1. The Purchaser is acquiring a [Class I B-2] [Class R] Certificate as
principal for its own account for the purpose of investment [neither the
Underwriters nor any of their Affiliates need represent that it is acquiring for
purposes of investment] and not with a view to or for sale in connection with
any distribution thereof, subject nevertheless to any requirement of law that
the disposition of the Purchaser's property shall at all times be and remain
within its control.
2. The Purchaser has knowledge and experience in financial and business
matters and is capable of evaluating the merits and risks of its investment in a
[Class I B-2] [Class R] Certificate and is able to bear the economic risk of
such investment. The Purchaser is an "accredited investor" within the meaning of
Rule 501(a) under the rules and regulations of the Securities and Exchange
Commission under the Securities Act of 1933, as amended. The Purchaser has been
given such information concerning the [Class I B-2] [Class R] Certificates, the
underlying Contracts and the Servicer as it has requested.
3. The Purchaser will comply with all applicable federal and state
securities laws in connection with any subsequent resale by the Purchaser of the
[Class I B-2][Class R] Certificate.
4. The Purchaser understands that the [Class I B-2][Class R]
Certificate has not been and will not be registered under the Securities Act of
1933, as amended, or any state securities laws and may be resold (which resale
is not currently contemplated) only if an exemption from registration is
available, that neither the Company, the Servicer nor the Trustee is required to
register the [Class I B-2] [Class R] Certificate and that any transfer must
comply with Sections 4.02 and 4.08 of the Pooling and Servicing Agreement.
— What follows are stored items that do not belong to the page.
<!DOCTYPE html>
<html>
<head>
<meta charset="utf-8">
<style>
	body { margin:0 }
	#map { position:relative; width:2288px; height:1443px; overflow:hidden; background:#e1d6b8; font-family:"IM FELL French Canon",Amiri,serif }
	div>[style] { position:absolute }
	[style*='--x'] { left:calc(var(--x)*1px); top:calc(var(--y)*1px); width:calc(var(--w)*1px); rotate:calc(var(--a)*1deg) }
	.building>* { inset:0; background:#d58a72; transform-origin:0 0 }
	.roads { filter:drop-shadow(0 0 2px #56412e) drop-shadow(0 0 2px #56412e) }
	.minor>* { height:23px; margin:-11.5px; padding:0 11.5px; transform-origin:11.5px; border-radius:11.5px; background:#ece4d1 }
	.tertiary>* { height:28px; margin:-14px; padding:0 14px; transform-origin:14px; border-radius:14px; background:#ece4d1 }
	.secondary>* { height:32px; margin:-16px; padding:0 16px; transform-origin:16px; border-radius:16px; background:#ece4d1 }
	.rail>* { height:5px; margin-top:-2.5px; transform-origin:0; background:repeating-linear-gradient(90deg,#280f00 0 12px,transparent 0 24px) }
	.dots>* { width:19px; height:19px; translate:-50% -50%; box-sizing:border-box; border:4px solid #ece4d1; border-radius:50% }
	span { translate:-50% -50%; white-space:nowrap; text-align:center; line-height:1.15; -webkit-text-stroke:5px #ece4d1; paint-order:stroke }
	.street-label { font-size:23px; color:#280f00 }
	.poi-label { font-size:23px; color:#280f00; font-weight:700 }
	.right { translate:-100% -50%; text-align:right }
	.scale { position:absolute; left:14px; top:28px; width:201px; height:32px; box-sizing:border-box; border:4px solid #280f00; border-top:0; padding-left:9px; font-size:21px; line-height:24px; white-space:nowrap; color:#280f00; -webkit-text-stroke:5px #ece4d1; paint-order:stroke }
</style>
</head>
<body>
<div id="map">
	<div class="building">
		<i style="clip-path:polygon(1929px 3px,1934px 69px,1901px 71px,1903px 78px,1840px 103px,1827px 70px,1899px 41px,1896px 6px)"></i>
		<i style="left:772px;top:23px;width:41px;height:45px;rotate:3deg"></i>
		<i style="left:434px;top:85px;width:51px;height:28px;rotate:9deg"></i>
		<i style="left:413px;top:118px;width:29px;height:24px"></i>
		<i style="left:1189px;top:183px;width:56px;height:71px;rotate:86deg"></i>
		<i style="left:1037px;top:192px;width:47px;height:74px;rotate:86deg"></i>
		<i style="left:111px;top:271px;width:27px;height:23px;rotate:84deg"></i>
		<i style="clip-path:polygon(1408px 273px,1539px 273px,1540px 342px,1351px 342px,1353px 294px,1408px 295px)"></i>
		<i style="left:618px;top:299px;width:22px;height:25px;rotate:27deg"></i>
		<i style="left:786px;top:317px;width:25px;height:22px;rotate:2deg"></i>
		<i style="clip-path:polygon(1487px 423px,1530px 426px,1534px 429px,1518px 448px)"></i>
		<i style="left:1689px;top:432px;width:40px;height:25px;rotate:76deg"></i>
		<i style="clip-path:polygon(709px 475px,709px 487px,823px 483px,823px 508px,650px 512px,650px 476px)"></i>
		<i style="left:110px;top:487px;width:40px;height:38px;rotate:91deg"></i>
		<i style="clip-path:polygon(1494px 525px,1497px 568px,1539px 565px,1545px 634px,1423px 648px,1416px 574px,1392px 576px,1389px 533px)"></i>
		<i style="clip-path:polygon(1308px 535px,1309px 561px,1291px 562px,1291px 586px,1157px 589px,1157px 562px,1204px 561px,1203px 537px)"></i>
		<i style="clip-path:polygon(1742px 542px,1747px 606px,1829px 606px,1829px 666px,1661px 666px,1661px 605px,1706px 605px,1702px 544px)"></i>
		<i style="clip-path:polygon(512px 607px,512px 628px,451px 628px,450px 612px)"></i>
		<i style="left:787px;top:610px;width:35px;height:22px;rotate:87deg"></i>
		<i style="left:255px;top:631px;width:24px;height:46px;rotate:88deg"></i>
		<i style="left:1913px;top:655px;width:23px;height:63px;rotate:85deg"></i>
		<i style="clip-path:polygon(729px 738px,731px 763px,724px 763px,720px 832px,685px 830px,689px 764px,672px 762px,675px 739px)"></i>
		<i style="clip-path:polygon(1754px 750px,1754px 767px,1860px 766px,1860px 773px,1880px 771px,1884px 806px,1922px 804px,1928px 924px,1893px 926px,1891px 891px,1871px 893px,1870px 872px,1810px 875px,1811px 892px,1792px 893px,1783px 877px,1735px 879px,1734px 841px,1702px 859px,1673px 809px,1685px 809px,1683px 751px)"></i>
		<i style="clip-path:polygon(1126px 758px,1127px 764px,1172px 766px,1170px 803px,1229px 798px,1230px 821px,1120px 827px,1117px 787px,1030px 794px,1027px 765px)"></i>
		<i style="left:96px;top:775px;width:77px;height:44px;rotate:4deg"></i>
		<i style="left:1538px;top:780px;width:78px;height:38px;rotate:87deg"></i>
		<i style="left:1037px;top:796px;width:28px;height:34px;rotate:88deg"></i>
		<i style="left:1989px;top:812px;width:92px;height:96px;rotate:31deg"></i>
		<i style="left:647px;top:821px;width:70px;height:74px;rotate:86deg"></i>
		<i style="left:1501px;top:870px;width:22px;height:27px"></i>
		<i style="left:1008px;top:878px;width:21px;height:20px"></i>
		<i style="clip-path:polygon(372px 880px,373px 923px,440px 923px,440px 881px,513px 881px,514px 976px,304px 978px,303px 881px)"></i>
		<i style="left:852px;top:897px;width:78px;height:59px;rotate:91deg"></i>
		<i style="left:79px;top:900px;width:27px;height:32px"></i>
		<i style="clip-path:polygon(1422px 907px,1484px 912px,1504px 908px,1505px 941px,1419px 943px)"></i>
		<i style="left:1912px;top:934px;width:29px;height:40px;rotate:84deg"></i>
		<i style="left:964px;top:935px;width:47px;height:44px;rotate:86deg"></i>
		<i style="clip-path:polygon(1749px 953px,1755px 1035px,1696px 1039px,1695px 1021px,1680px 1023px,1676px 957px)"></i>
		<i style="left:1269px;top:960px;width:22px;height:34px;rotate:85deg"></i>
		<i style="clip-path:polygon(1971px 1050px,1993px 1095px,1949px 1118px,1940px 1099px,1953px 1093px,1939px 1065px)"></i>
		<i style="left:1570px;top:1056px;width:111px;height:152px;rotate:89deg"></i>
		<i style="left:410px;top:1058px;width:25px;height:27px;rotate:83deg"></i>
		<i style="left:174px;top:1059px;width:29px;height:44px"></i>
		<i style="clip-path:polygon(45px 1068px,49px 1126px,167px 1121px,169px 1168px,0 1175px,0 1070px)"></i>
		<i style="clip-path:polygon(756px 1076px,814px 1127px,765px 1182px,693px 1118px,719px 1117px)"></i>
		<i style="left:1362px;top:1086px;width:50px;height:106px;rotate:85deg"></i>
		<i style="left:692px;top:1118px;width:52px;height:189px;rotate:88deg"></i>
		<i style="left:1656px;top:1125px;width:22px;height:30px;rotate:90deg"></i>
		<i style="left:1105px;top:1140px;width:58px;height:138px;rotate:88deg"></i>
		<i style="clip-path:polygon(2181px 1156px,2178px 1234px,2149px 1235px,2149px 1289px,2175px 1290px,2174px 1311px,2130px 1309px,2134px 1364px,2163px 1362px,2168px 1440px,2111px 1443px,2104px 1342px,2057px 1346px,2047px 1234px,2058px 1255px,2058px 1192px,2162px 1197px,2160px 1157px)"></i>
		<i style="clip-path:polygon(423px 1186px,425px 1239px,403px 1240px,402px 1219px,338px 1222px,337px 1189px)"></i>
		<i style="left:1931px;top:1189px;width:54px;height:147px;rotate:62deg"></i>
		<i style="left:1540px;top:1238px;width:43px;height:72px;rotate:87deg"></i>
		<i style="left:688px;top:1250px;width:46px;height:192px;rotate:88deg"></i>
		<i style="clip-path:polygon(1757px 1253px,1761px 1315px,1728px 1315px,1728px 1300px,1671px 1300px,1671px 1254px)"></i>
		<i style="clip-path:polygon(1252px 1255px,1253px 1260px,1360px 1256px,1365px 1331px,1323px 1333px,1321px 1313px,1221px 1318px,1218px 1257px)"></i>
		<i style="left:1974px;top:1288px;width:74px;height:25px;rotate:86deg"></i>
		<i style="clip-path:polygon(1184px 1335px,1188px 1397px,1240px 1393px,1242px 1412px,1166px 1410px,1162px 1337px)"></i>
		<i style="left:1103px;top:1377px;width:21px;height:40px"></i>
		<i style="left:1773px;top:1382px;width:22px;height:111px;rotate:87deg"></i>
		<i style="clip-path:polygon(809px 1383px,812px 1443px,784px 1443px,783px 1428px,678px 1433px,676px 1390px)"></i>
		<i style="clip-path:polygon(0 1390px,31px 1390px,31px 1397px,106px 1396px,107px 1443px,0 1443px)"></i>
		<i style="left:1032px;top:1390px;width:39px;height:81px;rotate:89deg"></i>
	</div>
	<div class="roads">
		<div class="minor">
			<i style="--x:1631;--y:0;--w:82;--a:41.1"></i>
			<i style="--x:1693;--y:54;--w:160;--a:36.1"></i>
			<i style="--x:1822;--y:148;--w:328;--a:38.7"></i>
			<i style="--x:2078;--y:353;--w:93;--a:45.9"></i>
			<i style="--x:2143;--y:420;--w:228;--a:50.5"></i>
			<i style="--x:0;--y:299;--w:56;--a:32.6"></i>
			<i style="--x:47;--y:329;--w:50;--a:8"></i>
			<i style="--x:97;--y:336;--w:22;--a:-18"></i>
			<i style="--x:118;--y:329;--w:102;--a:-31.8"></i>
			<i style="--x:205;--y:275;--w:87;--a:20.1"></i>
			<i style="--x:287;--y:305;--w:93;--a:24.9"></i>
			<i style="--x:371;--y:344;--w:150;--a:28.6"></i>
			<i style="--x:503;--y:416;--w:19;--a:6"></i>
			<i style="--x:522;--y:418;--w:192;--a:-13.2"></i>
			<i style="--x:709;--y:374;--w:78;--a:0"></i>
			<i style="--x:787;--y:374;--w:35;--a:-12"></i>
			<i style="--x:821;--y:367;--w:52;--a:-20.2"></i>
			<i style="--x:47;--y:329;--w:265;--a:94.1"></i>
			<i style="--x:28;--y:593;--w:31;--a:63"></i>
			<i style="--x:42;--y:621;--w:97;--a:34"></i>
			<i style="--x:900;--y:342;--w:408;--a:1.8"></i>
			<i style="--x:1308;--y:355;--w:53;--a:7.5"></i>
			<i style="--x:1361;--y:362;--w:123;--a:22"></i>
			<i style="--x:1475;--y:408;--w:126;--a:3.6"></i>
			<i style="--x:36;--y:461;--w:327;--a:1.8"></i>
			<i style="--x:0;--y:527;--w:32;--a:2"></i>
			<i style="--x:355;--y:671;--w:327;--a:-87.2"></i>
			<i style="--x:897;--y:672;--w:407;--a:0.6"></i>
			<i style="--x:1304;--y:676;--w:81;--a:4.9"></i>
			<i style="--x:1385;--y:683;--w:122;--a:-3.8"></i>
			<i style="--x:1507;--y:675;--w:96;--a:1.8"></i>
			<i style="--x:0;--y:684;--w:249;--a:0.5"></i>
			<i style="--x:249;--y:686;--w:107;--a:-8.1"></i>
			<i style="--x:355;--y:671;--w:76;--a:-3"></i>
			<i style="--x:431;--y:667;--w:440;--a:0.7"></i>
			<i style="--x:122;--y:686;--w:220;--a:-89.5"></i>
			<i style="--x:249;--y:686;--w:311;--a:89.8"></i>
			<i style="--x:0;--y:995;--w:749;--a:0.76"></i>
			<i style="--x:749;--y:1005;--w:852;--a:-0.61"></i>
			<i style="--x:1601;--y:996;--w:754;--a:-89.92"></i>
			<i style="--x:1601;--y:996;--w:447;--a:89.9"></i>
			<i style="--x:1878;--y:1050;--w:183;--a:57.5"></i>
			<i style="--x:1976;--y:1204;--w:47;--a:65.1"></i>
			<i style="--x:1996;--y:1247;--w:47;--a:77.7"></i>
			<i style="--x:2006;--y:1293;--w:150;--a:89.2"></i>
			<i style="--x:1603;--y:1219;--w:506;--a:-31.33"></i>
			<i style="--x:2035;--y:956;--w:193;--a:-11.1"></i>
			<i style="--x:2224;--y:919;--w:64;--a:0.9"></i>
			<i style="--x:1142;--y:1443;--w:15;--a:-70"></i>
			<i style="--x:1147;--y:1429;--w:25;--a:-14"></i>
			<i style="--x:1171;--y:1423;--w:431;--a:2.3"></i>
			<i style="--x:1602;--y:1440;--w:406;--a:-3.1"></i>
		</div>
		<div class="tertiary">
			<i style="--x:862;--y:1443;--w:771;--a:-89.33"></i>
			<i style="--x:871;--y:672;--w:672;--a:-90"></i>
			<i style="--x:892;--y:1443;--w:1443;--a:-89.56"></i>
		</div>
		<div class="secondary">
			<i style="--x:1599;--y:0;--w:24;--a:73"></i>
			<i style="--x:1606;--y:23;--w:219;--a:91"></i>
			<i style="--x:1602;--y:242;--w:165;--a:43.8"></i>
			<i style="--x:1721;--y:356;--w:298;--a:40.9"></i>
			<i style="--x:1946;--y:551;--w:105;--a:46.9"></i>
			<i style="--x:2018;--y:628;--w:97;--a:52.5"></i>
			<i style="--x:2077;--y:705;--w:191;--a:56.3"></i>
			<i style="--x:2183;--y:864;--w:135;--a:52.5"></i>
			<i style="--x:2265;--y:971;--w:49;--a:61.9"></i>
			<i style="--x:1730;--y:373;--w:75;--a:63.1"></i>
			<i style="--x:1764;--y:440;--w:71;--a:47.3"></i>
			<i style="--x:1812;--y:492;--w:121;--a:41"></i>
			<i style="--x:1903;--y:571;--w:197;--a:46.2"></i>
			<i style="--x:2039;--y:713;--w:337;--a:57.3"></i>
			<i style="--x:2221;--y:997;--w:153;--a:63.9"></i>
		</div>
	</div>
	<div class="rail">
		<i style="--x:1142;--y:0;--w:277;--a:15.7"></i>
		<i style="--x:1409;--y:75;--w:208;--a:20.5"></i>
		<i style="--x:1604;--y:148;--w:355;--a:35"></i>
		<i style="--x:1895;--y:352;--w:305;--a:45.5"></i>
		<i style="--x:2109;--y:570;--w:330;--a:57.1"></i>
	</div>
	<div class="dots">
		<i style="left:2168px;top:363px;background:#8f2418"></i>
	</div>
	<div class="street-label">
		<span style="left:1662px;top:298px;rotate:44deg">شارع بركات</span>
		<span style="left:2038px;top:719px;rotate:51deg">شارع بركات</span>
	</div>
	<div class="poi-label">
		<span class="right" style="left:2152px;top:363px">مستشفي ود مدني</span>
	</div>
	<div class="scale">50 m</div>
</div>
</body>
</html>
In
connection with any resale of the [Class I B-2] [Class R] Certificate, the
Purchaser shall not make any general solicitation or advertisement.
5. The Purchaser represents that it is not an employee benefit plan
subject to Section 406 of the Employee Retirement Income Security Act of 1974,
as amended, or Section 4975 of the Internal Revenue Code of 1986, as amended, or
a person acting on behalf of such a plan or using the assets of such a plan to
acquire the [Class I B-2] [Class R] Certificates.
6. The Purchaser agrees that it will obtain from any purchaser of the
[Class I B-2] [Class R] Certificate from it the same representations, warranties
and agreements contained in the foregoing paragraphs 1 through 4 and in this
paragraph 5.
7. The Purchaser hereby directs the Trustee to register the Class R
Certificate acquired by the Purchaser in the name of its nominee as follows:
_____________.
Very truly yours,
___________________________
NAME OF PURCHASER
By:________________________
Name:______________________
Title:_____________________
EXHIBIT J
List of Sellers and Originators of Acquired Contracts
Seller Originator
------ ----------
TO BE PROVIDED BY VANDERBILT
EXHIBIT K
POWER OF ATTORNEY
Vanderbilt Mortgage and Finance, Inc. as Seller and Servicer (the
"Seller") under the Pooling and Servicing Agreement dated as of July 26, 1998
(the "Agreement"), between Vanderbilt Mortgage and Finance, Inc. and The Chase
Manhattan Bank, as Trustee (the "Trustee"), hereby irrevocably constitutes and
appoints the Trustee its true and lawful attorney-in-fact and agent, to execute,
acknowledge, verify, swear to, deliver, record and file, in its name, place and
stead, all instruments, documents and certificates which may from time to time
be required in connection with the Agreement, including, without limitation, to
execute any documents required to be executed or recorded by the Trustee
pursuant to Section 2.02(a) of the Agreement. If required, the Seller shall
execute and deliver to the Trustee upon request therefor, such further
designations, powers of attorney or other instruments as the Trustee shall
reasonably deem necessary for its purposes hereof.
Capitalized terms used herein and not otherwise defined shall have the
meanings assigned to such terms in the Agreement.
VANDERBILT MORTGAGE AND FINANCE, INC.